Epicentro das enchentes que devastaram o Vale do Taquari em setembro e em novembro de 2023, Muçum reviveu nesta quinta-feira (2) o pesadelo de ver as ruas da cidade tomadas por uma correnteza lamacenta. Com 748mm de chuva registrados desde segunda-feira (29), segundo dados da prefeitura, o Rio Taquari alcançou 25m88cm, destruindo 80% da zona urbana e provocando deslizamentos em cadeia no entorno do município.
Isolados após a queda de pontes e bloqueio de rodovias, os 4,6 mil habitantes não têm como deixar a região nem receber socorro.
— Estamos com o gabinete de crise montado no hospital da cidade, que é o lugar mais alto, mas estamos encurralados. Não tem como sair por cima, por causa dos deslizamentos, nem por baixo, porque o rio alagou tudo — desabafa o prefeito Mateus Trojan (MDB).
Até o final da manhã, a prefeitura contabilizava 220 desabrigados acolhidos em espaços públicos e milhares de pessoas refugiadas nas casas de parentes ou amigos. A zona rural permanece isolada e sem comunicação. Não há energia elétrica nem sinal de celular na região.
Na enchente de setembro, o Rio Taquari subiu até a marca de 26,11 metros em Muçum, matando 18 pessoas no município. Outros dois moradores arrastados pelas águas nunca foram encontrados. Dois meses depois, a cidade foi novamente assolada por uma enxurrada que deixou marcas de água na altura de 23 metros.
Desta vez, choveu mais, mas em um espaço maior de tempo, sem repetir a violência mortífera. Até agora, não há registros de óbitos.
— O rio ainda não subiu tanto como em setembro, mas tem muita água para descer. Os alertas meteorológicos foram melhores, então deu para quase todo mundo sair de casa a tempo, embora a gente não tivesse projeção de que iria chover tanto — diz Trojan.

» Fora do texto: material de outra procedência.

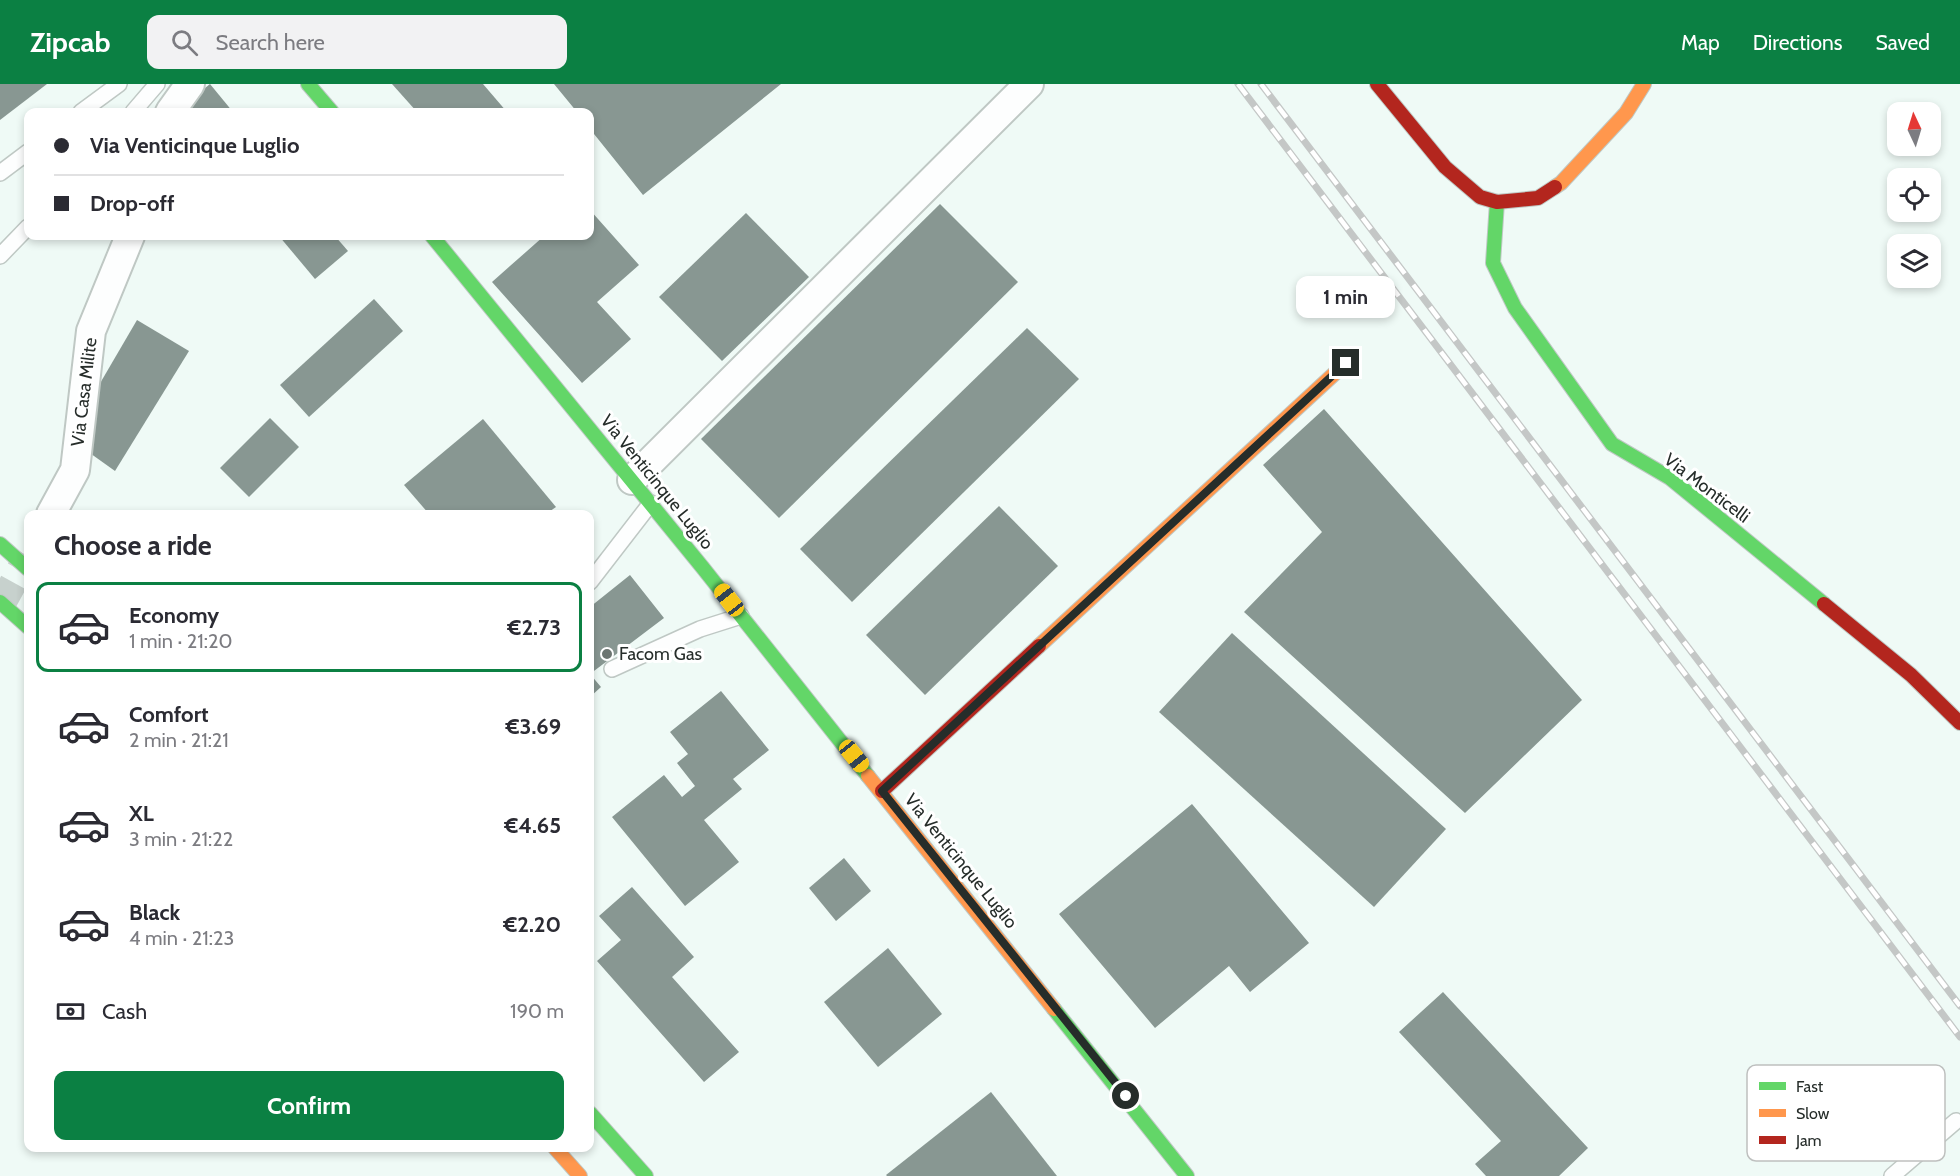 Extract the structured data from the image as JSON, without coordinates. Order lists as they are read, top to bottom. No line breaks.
{"streets":{"main road":["Via Venticinque Luglio","Via Monticelli"],"street":["Via Casa Milite"]},"places":["Facom Gas"],"legend":["Fast","Slow","Jam"],"north":"top","page":{"header":"Zipcab","search":"Search here","nav":["Map","Directions","Saved"],"banner":["Via Venticinque Luglio","Drop-off"],"bubble":"1 min","heading":"Choose a ride","list":[{"name":"Economy","note":"1 min · 21:20","value":"€2.73"},{"name":"Comfort","note":"2 min · 21:21","value":"€3.69"},{"name":"XL","note":"3 min · 21:22","value":"€4.65"},{"name":"Black","note":"4 min · 21:23","value":"€2.20"}],"pay":["Cash","190 m"],"buttons":"Confirm"}} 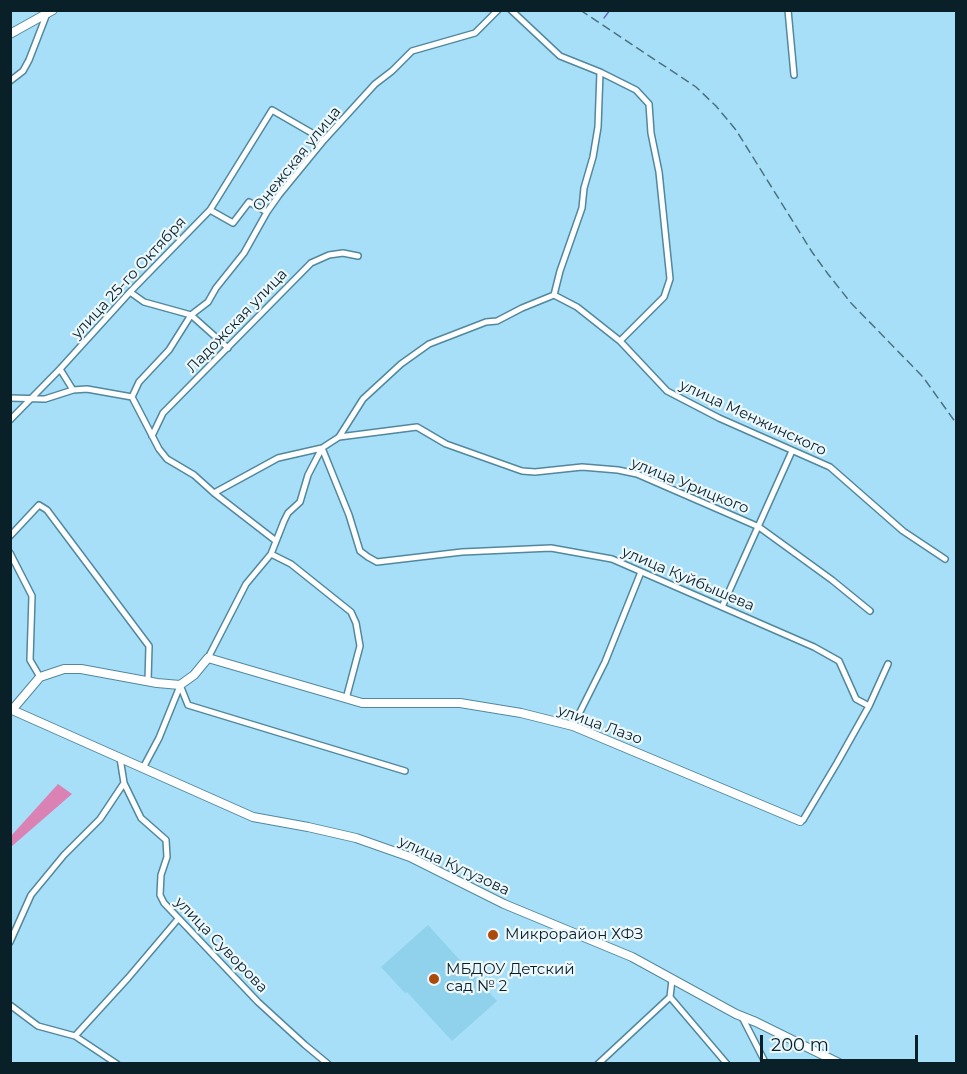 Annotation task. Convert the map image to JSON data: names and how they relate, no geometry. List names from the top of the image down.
{
  "streets": {
    "street": [
      "Онежская улица",
      "улица 25-го Октября",
      "Ладожская улица",
      "улица Менжинского",
      "улица Урицкого",
      "улица Куйбышева",
      "улица Лазо",
      "улица Кутузова",
      "улица Суворова"
    ]
  },
  "crossings": [
    ["Онежская улица", "улица 25-го Октября"],
    ["улица Куйбышева", "улица Лазо"],
    ["улица Кутузова", "улица Суворова"]
  ],
  "places": ["Микрорайон ХФЗ", "МБДОУ Детский сад № 2"],
  "scale_bar": "200 m"
}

Espremida entre o Rio Taquari e os morros que delimitam o lado oeste da Serra gaúcha, Muçum registrou mais de 30 deslizamentos desde segunda-feira, conforme levantamento da Defesa Civil e da Secretaria Municipal de Obras.
A cidade está ilhada, em colapso. Tudo foi destruído de novo.
MATEUS TROJAN
Prefeito de Muçum
Tentando gerenciar o caos a partir de uma sala acanhada do Hospital Nossa Senhora Aparecida, único lugar com energia graças a um gerador, o prefeito resume o sentimento geral dos moradores de Muçum, uma cidade que não conhecia desemprego nem miséria até enfrentar as três enchentes que se sucederam nos últimos oito meses.
— A cidade está ilhada, em colapso. Vamos precisar de comida, água, maquinário, gente. Precisamos de tudo, absolutamente tudo. Estávamos num momento de virada de chave, com o comércio se reerguendo, os espaços públicos sendo reconstruídos. Agora, tudo foi destruído de novo. Não consigo imaginar como recuperar a autoestima, o pertencimento, se nós mesmo não conseguimos nos motivar diante de mais um desastre natural — lamenta Trojan.